Powered By Blogger

Monday, 8 August 2011

Basic normalization concepts & Statistica(tool for data mining)





 
Normalizing Tables in SQL
So far in all SQL examples we were dealing with a single table. The truth is that in real life when dealing with databases you’ll have to work with many tables, which are interrelated. The true power of the Relational Database Management Systems is the fact that they are Relational.

The relationships in a RDBMS ensure that there is
no redundant data. For example: An online store, offers computers for sale and the easiest way to track the sales will be to keep them in a database. We can have a table called Product, which will hold information about each computer - model name, price and the manufacturer. We also need to keep some details about the manufacturer like their website and their support email. If you store the manufacturer details in the Product table, you will have the manufacturer contact info repeated for each computer model the manufacturer produces:
 
model Price Manufacturer ManufacturerWebsite ManufacturerEmail
Inspiron B120 $499 Dell http://www.dell.com support@dell.com
Inspiron B130 $599 Dell http://www.dell.com support@dell.com
Inspiron E1705 $949 Dell http://www.dell.com support@dell.com
Satellite A100 $549 Toshiba http://www.toshiba.com support@toshiba.com
Satellite P100 $934 Toshiba http://www.toshiba.com support@toshiba.com

 
To get rid of the redundant manufacturer data in the Product table, we can create a new table called Manufacturer, which will have only one entry (row) for each manufacturer and we can link (relate) this table to the Product table. To create this relation we need to add additional column in the Product table that references the entries in the Manufacturer table.

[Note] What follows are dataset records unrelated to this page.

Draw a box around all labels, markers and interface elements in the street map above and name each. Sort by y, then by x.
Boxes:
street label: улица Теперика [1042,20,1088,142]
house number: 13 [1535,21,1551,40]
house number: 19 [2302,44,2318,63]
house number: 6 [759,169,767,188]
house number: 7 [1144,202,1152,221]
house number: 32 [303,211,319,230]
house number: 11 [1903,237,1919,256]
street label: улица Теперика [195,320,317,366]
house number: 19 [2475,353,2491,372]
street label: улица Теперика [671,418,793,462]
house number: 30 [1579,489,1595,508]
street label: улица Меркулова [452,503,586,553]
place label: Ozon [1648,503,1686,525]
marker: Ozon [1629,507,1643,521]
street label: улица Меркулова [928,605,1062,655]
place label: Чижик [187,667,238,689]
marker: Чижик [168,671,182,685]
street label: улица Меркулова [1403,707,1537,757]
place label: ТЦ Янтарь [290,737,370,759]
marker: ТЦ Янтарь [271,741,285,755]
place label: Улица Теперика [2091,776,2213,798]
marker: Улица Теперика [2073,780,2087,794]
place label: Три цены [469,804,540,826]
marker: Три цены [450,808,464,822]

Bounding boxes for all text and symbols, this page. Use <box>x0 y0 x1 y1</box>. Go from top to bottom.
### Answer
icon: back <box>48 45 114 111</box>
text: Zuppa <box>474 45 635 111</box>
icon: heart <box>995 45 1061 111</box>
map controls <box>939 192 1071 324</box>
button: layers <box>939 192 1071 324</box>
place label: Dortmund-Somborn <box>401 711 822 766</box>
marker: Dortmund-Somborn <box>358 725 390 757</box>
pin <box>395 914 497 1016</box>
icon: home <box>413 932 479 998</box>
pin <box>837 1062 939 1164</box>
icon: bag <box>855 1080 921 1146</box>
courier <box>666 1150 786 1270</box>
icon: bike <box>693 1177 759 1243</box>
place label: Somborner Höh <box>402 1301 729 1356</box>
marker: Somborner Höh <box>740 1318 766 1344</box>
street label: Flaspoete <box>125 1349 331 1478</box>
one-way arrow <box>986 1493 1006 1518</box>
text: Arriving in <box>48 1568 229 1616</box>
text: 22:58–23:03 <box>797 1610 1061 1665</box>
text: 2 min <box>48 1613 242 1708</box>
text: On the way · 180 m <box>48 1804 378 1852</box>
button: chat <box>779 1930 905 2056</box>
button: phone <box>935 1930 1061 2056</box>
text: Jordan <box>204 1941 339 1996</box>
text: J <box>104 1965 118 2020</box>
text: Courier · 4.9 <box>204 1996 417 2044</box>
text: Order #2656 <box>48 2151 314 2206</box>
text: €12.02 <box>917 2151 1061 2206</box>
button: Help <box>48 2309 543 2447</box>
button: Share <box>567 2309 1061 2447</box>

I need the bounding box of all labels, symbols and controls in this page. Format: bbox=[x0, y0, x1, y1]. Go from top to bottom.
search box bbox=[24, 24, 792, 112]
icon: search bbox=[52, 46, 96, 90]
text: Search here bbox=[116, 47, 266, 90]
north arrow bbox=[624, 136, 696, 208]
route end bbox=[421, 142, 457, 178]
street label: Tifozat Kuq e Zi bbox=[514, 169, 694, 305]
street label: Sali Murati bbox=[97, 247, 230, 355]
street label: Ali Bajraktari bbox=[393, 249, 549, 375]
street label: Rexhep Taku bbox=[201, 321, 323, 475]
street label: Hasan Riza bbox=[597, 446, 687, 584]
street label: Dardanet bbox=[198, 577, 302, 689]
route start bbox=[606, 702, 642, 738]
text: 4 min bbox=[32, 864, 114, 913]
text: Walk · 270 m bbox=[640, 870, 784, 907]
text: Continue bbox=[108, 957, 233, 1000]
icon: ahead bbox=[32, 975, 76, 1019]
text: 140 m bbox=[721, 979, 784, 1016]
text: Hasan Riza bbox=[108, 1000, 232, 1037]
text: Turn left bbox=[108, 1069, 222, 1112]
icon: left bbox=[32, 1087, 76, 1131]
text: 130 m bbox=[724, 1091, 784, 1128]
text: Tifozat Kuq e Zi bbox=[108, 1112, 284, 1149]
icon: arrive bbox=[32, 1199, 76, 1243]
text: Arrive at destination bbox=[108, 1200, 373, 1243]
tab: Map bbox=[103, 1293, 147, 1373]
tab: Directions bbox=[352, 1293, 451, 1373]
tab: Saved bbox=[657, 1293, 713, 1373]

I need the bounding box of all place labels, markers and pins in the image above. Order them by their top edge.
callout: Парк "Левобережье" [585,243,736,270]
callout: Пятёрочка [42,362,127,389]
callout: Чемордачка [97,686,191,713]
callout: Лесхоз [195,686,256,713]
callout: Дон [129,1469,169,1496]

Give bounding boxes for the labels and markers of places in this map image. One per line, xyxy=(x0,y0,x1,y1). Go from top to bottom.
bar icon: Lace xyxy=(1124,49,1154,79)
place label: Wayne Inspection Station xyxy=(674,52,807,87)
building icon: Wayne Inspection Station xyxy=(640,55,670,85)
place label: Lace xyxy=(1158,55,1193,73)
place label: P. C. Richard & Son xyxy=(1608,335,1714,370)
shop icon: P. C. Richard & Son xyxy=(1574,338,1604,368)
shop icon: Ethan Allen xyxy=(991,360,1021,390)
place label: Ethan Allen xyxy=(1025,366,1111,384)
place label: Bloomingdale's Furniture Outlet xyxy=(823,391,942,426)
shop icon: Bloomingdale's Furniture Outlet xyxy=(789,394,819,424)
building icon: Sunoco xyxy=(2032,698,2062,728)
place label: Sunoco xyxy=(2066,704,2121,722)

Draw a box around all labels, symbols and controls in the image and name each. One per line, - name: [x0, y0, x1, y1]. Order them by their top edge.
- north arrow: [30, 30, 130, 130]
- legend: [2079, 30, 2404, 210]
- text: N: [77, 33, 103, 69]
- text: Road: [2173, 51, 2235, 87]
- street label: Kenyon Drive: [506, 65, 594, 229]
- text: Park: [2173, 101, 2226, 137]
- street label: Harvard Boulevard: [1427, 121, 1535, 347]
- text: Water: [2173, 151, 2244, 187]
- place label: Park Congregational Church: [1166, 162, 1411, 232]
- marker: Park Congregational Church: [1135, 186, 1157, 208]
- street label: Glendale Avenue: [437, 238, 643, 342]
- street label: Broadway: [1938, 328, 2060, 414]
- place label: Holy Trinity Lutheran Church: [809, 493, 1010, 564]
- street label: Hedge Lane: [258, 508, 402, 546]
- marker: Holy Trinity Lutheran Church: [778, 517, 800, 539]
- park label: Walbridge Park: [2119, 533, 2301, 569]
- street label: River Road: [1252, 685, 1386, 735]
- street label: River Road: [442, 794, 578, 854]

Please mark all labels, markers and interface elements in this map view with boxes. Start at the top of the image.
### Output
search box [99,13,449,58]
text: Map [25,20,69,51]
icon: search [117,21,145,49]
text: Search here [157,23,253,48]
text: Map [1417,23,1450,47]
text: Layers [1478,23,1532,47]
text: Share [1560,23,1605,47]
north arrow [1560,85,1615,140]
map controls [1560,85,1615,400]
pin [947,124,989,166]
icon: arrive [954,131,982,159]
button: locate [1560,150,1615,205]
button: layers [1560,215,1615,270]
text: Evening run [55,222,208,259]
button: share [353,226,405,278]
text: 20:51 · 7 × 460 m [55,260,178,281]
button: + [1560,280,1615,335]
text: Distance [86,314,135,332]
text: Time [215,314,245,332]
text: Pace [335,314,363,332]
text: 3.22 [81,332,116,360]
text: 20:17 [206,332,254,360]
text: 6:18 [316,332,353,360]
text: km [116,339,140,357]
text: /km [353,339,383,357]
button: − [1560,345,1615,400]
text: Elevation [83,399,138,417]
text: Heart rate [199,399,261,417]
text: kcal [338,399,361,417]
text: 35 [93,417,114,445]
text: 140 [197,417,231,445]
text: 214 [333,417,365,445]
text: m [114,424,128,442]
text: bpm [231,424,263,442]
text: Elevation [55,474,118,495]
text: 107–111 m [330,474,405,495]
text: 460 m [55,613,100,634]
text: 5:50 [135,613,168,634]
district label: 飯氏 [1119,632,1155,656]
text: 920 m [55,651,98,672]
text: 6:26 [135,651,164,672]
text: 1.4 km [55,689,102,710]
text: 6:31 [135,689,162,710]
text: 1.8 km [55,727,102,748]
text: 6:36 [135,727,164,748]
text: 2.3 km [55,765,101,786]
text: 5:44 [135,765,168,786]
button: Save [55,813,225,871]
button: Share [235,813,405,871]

A relationship between 2 tables is established when the data in one of the columns in the first table matches the data in a column in the second table. To explain this further we have to understand SQL relational concepts –
Primary Key and Foreign Key. Primary Key is a column or a combination of columns that uniquely identifies each row in a table. Foreign Key is a column or a combination of columns whose values match a Primary Key in a different table. In the most common scenario the relationship between 2 tables matches the Primary Key in one of the tables with a Foreign Key in the second table. Consider the new Product and Manufacturer tables below:

 
Manufacturer 
ManufacturerID Manufacturer ManufacturerWebsite ManufacturerEmail
1 Dell http://www.dell.com support@dell.com
2 Toshiba http://www.toshiba.com support@toshiba.com

Product 
model Price ManufacturerID
Inspiron B120 $499 1
Inspiron B130 $599 1
Inspiron E1705 $949 1
Satellite A100 $549 2
Satellite P100 $934 2




The first table is Manufacturer which has 2 entries for Dell and Toshiba respectively. Each of these entries has a ManufacturerID value, which is unique integer number. Because the ManufacturerID column is unique for the Manufacturer table we can use it as a Primary Key in this table. The Product table retains the Model and the Price columns, but has a new column called ManufacturerID, which matches the values of the ManufacturerID column in the Manufacturer table. All values in the ManufacturerID column in the Product table have to match one of the values in the Manufacturer table Primary Key (for example you can’t have ManufacturerID with value of 3 in the Product table, simply because there is no manufacturer with this ManufacturerID defined in the Manufacturer table).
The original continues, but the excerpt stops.